E quella delle lauree finte sembra essere una vera passione per i verdi padão, per questo branco di volgari cialtroni analfabeti, miracolati contro ogni merito... Umberto Bossi, che ottiene il diploma come perito per corrispondenza, e per anni millanta alla prima moglie di essere medico, uscendo di casa la mattina con tanto di borsa del dottore per meglio sostenere la finzione e sterzare subito verso il primo bar disponibile girando l’angolo. Poi ci sono i figlioli prodighi alla casa del padre: Roberto Libertà, ormai noto alle cronache come “er Candeggina”. E soprattutto Renzo Bossi, universalmente conosciuto come Il Trota, e finito sulla griglia per le sue bocciature multiple alla maturità... i sospetti sul diploma (e la patente di guida) comprati... fedele ad un intelligenza davvero ‘ittica’.
Avviato alla carriera di consigliere regionale, è stato affidato alle cure di Monica Rizzi, meglio nota come “Monica della Valcamonica”, che tanto per non cambiare si spaccia per psicologa senza aver mai conseguito il titolo. E tra le matriarche di Casa Bossi come dimenticare mammà? Manuela Marrone, il mastino siciliano addetto alla sistemazione della prole. Nonché Rosi Mauro, la badante pugliese a capo del sedicente ‘sindacato padano’ che colleziona più ville in Sardegna che iscritti. Una piccola parentesi a parte meritano invece i tesorieri della Lega. Francesco Belsito, il tesoriere della Lega, ex autista ed ex buttafuori nei locali notturni della riviera ligure, con due lauree farlocche comprate on line a Malta, e in virtù di simili competenze piazzato come vice-presidente di FINCANTIERI che infatti oggi rischia il collasso.  Francesco Belsito è il successore dell’incredibile Maurizio Balocchi, già esperto in acquisizioni di appartamenti Enasarco a canone agevolato a Roma e nell’assunzione clientelare dei famigli alla Presidenza del Consiglio e nella Corte dei Conti.

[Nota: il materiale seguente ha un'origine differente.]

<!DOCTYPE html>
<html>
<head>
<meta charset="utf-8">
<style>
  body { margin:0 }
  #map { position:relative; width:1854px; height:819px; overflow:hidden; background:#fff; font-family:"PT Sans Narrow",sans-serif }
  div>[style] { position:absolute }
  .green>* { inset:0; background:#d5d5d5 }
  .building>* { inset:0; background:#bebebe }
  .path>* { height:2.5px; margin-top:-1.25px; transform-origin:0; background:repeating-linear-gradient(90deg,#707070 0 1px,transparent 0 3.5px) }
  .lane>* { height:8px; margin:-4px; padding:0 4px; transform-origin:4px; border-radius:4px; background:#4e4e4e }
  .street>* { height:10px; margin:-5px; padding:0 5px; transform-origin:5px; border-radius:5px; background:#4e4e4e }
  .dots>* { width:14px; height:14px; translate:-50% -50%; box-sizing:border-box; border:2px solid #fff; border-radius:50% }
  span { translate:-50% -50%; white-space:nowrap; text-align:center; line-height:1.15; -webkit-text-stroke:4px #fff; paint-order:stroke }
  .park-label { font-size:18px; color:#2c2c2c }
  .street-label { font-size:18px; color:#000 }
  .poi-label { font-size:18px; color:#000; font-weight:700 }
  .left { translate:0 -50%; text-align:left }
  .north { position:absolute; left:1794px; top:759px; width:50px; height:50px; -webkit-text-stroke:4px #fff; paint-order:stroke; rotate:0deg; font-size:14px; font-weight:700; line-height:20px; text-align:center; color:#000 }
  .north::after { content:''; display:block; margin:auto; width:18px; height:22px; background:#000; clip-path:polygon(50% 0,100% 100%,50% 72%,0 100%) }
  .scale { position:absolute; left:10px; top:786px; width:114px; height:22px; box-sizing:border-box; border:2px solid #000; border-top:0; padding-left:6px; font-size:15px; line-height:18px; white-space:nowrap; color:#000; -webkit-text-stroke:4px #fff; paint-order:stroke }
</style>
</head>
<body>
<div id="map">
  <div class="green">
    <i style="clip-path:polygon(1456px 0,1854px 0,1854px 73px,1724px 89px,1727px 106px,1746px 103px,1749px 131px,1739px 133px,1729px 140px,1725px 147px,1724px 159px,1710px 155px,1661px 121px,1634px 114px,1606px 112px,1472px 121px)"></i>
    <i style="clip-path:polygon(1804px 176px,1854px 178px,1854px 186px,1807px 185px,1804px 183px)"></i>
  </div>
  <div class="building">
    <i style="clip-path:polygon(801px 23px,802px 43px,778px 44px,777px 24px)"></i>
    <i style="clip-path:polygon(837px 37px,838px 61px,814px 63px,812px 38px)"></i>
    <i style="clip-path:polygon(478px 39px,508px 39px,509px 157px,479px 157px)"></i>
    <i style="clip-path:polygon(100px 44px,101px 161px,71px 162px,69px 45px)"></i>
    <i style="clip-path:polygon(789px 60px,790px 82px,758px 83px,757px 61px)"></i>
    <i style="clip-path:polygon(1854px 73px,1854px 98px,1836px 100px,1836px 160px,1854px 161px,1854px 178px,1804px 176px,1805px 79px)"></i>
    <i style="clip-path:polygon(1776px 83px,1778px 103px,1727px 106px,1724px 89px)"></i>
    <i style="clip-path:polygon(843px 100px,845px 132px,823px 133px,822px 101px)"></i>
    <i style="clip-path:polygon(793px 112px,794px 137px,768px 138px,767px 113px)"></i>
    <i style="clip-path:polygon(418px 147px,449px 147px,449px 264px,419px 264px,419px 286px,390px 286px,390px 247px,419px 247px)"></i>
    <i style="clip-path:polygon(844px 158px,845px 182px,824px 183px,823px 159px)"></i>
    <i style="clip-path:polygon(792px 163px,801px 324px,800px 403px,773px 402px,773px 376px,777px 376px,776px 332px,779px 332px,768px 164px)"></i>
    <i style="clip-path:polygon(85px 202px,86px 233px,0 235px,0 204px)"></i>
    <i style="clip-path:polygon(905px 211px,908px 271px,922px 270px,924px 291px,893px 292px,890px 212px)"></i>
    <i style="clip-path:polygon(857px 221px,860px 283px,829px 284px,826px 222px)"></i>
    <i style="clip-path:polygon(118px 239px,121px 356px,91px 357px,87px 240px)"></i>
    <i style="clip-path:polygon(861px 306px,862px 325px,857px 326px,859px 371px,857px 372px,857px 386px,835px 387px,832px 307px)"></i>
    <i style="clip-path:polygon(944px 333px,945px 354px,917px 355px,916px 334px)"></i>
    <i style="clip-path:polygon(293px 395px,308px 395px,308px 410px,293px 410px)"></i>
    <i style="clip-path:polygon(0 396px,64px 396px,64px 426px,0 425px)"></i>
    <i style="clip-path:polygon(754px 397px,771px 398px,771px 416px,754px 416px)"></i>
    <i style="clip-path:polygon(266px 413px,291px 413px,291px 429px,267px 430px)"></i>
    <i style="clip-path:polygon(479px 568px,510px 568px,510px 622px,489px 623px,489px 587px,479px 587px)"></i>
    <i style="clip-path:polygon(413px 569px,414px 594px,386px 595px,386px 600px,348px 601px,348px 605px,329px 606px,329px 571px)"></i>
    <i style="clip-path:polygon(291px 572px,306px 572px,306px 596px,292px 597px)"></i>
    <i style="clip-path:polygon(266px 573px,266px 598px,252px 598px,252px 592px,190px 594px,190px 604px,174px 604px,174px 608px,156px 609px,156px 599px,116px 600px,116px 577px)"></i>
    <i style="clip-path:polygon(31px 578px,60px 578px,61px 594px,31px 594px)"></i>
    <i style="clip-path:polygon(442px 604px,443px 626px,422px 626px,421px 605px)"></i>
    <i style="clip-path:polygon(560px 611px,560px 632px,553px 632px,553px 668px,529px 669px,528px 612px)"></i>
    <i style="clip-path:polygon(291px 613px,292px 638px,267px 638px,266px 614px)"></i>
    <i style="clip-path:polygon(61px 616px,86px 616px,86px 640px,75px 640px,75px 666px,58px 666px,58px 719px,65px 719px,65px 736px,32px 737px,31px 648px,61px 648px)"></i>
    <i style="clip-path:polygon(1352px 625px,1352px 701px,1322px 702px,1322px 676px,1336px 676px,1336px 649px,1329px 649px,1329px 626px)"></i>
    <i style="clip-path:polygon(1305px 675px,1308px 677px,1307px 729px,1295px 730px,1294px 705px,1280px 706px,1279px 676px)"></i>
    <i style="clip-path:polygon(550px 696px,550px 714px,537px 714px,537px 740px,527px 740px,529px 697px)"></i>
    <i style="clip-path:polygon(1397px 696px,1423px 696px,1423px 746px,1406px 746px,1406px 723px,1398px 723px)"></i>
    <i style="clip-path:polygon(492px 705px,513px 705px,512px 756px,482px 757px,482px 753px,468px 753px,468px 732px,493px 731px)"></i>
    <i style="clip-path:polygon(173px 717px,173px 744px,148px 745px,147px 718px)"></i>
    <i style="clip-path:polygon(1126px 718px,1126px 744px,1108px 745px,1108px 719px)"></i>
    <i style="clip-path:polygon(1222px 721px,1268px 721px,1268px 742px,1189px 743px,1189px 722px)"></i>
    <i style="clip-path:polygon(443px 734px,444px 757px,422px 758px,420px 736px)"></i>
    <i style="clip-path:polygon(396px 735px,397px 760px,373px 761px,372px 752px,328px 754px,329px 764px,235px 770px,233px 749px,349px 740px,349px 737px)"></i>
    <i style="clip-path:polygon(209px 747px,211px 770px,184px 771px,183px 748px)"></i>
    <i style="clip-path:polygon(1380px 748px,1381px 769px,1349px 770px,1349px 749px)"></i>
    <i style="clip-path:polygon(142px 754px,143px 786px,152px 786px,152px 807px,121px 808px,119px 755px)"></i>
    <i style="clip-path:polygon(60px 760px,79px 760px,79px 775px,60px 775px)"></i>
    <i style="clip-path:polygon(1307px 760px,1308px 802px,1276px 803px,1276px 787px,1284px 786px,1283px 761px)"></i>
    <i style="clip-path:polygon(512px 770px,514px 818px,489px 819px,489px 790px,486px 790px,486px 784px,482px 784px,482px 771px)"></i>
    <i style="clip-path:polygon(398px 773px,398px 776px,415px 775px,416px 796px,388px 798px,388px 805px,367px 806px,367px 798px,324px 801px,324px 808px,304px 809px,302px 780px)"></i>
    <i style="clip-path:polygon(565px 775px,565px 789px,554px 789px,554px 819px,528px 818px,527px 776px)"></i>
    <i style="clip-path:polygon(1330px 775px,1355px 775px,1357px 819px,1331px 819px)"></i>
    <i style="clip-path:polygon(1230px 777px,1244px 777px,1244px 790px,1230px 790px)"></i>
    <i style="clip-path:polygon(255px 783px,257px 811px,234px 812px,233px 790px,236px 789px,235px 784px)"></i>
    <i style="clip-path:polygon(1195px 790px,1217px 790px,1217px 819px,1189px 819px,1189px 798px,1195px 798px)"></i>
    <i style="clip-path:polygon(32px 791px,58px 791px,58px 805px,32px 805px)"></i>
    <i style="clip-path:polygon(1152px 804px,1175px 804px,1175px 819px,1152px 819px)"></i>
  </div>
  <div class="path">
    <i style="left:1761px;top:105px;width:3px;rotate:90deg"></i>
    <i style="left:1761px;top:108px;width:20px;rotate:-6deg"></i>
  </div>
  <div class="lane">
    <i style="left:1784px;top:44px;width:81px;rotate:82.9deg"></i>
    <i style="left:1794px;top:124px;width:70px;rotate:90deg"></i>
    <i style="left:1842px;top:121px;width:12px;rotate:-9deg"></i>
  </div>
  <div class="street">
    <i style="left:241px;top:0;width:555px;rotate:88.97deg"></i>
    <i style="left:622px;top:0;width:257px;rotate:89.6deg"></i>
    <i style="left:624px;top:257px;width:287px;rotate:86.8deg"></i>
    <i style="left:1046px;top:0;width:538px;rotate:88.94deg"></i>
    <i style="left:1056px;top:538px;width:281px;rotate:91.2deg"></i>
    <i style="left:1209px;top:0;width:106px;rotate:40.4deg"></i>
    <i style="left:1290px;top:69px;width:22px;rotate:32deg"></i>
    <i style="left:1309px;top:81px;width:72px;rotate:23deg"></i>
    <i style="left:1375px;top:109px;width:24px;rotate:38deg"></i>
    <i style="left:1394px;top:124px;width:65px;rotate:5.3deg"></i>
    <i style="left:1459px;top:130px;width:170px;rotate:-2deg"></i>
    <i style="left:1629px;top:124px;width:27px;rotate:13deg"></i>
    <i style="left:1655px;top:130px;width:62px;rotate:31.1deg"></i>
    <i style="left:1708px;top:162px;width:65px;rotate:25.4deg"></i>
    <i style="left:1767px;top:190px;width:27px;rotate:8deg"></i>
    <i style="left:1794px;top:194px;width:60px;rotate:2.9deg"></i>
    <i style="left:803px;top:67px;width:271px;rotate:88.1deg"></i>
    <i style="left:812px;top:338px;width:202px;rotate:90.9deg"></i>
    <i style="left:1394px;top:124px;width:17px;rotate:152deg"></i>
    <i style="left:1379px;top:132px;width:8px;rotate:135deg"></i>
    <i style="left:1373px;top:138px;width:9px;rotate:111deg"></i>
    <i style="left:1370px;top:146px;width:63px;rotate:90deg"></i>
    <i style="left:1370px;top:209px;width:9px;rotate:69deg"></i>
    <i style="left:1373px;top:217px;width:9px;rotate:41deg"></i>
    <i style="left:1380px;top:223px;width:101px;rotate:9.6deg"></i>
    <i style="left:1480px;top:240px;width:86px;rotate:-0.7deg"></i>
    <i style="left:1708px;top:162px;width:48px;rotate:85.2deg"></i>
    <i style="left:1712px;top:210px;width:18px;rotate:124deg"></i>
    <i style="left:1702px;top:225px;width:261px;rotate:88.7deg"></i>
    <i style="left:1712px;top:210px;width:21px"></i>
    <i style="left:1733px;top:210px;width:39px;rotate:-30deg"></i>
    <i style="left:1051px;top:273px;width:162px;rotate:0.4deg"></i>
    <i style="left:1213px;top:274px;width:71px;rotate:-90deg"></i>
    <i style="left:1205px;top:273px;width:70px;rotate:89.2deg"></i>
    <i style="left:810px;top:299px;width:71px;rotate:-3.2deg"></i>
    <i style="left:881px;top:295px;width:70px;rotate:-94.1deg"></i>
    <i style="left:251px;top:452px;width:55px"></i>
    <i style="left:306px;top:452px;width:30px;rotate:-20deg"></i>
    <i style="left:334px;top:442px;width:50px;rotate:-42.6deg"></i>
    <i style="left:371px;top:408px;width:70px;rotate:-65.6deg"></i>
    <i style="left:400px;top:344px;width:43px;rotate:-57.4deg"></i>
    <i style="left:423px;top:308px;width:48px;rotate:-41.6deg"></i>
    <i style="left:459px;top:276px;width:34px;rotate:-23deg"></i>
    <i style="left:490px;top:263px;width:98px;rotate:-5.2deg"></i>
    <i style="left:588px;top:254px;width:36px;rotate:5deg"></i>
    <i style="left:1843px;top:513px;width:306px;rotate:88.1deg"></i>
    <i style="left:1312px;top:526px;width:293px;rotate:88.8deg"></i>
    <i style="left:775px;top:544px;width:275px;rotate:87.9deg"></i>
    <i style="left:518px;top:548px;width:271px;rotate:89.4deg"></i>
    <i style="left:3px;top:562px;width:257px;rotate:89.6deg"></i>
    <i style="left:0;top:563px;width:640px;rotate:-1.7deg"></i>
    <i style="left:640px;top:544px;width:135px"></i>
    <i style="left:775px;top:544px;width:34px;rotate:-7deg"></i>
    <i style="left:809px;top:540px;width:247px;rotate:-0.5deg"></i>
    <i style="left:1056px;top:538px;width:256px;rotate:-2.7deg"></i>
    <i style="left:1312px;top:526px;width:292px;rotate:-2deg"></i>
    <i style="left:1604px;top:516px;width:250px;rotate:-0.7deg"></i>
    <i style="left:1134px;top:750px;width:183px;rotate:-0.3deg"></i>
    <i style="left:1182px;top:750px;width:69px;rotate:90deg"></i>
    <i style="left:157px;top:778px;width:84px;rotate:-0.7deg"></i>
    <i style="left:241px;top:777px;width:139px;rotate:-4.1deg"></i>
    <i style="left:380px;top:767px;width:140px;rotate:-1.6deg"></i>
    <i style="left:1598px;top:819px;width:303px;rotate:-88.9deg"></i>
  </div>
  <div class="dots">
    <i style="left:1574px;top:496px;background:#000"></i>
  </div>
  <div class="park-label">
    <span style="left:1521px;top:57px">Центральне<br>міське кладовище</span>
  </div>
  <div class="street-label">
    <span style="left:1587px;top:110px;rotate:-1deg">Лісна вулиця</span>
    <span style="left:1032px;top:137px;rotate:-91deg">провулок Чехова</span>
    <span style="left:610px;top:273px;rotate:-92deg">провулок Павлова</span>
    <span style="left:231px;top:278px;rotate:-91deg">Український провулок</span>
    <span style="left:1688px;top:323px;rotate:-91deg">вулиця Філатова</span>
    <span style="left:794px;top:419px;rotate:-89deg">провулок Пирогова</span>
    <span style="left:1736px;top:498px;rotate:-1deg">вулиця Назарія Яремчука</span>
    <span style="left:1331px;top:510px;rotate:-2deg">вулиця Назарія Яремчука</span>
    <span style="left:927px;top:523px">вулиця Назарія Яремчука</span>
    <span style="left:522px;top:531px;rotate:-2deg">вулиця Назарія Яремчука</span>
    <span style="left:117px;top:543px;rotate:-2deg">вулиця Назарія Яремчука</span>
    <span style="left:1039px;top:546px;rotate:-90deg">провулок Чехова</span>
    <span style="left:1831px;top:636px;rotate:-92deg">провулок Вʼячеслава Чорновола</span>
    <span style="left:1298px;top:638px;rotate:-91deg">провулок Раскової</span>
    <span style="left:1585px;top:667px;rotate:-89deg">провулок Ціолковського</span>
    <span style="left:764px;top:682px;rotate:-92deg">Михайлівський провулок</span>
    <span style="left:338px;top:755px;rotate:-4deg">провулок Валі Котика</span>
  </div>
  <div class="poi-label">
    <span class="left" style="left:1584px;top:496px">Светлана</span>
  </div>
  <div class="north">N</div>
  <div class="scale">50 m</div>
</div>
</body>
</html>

Infatti, la Capitale è dai leghisti disprezzatissima a parole, ma amatissima per i privilegi. Della serie, hic manebimus optime.  Soprattutto, a Maurizio Balocchi ha fatto parte del CdA della Credieuronord, la banca della Lega, chiusa per fallimento nel 2006 dopo aver dilapidato i risparmi investiti da migliaia di minchioni padani. Ma, già nel 2001, Balocchi era già rimasto scottato dal mega-crack (10 miliardi di lire) per realizzazione di un villaggio vacanze in Croazia, pomposamente chiamato "Il Paradiso di Bossi" e rivelatosi un inferno per gli sprovveduti investitori. D’altra parte, Balocchi era a sua volta succeduto ad Alessandro Patelli che in piena tangentopoli, mentre i leghisti agitano i cappi in Parlamento, si fa pagare una mazzetta da 200 milioni di vecchie lire nell’ambito del maxi-scandalo ENIMONT.  La cosa incredibile è che questa montagna di letame con velleità secessioniste è andata accumulandosi per oltre venti anni, prima di franare addosso a queste fameliche macchiette in affari, travestiti da guerrieri celti. Di certo (non) ci mancheranno. Ciao ciao e auguri di buona Pasaqua!